Considering the literature review on improved solutions for determining the significance of FDI indicators, many of which are computer-based and often utilize machine learning (ML) techniques, it can be concluded that ensemble ML methods are currently a trend for solving such complex problems. However, the existing literature still lacks a sufficient number of references that integrate multiple ML methods, whether different or of the same type. This gap motivated the authors to conduct further research into such methods.
To evaluate the proposed model, the authors used datasets available on the World Bank’s website, which are detailed later in this section. For practical implementation, the dataset first required preprocessing, as described in a subsequent part of this paper. The preprocessed data were then analyzed, classifying all instances where the average FDI as a percentage of GDP was greater than 5% during the period from 2017 to 2021 into two categories: positive and negative (for values below 5%). This classification allowed the positive class to include countries where the conditions were favorable enough for the occurrence of successful FDI.
2.1. Methods
The problem under consideration, with the described dataset preprocessing, falls into the category of classification problems. Two main groups of methods are available for solving such problems: traditional statistical methods like logistic regression and feature selection.
Since the dependent variable follows a Bernoulli distribution rather than being a continuous random variable, the errors cannot be normally distributed. Additionally, applying linear regression would result in nonsensical fitted values, possibly falling outside the 0, 1 range. In cases involving a binary dependent variable, one potential approach is to classify a “success” if the predicted value exceeds 0.5 and a “failure” if it does not. This method is somewhat comparable to linear discriminant analysis, which will be discussed later. However, this technique only produces binary classification results. When the predicted values are near 0.5, the confidence in the classification decreases. Furthermore, if the dependent variable contains more than two categories, this method becomes unsuitable, requiring the use of linear discriminant analysis instead.
Machine learning (ML) is a broad discipline grounded in statistical analysis and artificial intelligence, focused on acquiring knowledge, such as learning rules, concepts, and models that should be interpretable and accepted by humans. In the ML process, it is essential to validate the knowledge acquired, meaning the learned rules, concepts, or models must undergo evaluation. Two main evaluation methods exist, both involving the division of the available dataset into learning and testing sets in different ways.
The first method is the holdout test suite, where the dataset is split into two non-overlapping subsets: one for training and the other for testing the classifier (e.g., a 70:30 ratio). The classification model is built using the training data, and its performance is evaluated using the test data, allowing an assessment of classification accuracy based on the test results.
The second method, K-fold cross-validation, is more effective than using a single test set.
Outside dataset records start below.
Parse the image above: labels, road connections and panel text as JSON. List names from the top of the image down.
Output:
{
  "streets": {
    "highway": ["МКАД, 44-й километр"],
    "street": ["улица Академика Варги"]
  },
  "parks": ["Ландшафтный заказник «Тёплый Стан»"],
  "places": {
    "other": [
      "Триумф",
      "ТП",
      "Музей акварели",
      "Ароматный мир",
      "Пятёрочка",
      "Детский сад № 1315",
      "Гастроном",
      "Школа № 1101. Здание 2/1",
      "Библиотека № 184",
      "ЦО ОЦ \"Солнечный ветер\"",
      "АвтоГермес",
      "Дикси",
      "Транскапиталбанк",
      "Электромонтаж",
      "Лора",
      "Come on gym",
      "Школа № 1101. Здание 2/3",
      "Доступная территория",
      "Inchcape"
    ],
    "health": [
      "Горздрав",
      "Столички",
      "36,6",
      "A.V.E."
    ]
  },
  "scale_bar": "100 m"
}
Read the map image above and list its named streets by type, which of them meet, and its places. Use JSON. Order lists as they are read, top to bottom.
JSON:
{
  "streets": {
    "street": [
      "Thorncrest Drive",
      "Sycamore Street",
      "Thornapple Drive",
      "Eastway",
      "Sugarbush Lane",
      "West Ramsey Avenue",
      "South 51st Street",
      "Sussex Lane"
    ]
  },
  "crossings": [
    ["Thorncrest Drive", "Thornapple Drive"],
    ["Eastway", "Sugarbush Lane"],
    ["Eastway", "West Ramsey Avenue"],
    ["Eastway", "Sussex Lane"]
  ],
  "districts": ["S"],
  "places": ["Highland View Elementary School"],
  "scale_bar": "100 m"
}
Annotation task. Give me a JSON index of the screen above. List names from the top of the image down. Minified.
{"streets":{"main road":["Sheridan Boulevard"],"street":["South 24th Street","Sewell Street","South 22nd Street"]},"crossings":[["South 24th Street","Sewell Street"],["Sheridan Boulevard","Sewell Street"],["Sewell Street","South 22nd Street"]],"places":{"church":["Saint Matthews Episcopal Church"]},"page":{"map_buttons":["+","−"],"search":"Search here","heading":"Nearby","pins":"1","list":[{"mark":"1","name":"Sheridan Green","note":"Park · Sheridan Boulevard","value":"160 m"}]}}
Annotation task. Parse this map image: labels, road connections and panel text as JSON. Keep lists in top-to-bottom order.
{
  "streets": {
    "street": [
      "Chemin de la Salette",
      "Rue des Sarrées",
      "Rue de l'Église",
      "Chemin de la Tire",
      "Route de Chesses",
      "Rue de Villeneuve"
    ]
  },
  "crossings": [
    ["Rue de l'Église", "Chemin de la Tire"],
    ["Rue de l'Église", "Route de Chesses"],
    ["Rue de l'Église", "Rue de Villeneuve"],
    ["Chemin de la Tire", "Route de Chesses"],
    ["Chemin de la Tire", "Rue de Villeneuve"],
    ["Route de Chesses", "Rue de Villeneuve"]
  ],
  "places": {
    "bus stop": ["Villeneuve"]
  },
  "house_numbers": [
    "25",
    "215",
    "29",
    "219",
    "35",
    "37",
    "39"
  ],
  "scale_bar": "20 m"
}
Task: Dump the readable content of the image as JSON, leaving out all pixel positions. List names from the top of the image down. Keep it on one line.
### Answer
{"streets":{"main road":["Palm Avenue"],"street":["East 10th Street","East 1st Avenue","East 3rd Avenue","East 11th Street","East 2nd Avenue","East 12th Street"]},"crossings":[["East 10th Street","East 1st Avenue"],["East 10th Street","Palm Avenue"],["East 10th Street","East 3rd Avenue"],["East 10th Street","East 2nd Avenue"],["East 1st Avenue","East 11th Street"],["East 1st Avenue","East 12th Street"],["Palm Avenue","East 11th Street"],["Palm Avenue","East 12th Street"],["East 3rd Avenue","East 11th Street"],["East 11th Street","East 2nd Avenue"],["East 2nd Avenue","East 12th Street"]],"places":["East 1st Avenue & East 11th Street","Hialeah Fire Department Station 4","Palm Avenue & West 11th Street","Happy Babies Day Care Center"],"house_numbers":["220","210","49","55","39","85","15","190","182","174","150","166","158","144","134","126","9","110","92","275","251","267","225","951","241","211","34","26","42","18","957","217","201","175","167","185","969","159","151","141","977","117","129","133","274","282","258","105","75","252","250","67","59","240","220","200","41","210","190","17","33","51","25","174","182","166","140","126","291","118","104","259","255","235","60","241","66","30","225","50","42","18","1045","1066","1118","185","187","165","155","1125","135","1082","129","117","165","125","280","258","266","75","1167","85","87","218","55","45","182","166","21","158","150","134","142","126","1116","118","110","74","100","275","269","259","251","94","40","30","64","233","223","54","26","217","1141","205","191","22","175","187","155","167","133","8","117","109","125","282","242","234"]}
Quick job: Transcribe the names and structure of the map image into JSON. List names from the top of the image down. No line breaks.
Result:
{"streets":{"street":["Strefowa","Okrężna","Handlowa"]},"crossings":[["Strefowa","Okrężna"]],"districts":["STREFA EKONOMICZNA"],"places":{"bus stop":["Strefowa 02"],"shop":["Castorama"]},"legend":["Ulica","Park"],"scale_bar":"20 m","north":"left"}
In this approach, the dataset is split into k equal parts (or folds). One fold is used for testing, while the remaining folds are used for training. Predictions are made based on the current fold, and the process is repeated for k iterations, ensuring each fold is used for testing exactly once. The accuracy of the learned knowledge is one key measure of success, defined as the ratio of successful classifications to the total number of classifications. Other common evaluation metrics include precision, recall, the F1 measure, and, importantly, the Receiver Operating Characteristic (ROC) curve. Additionally, when dealing with imbalanced datasets, the precision–recall curve (PRC) may be more relevant, as will be discussed later in this chapter.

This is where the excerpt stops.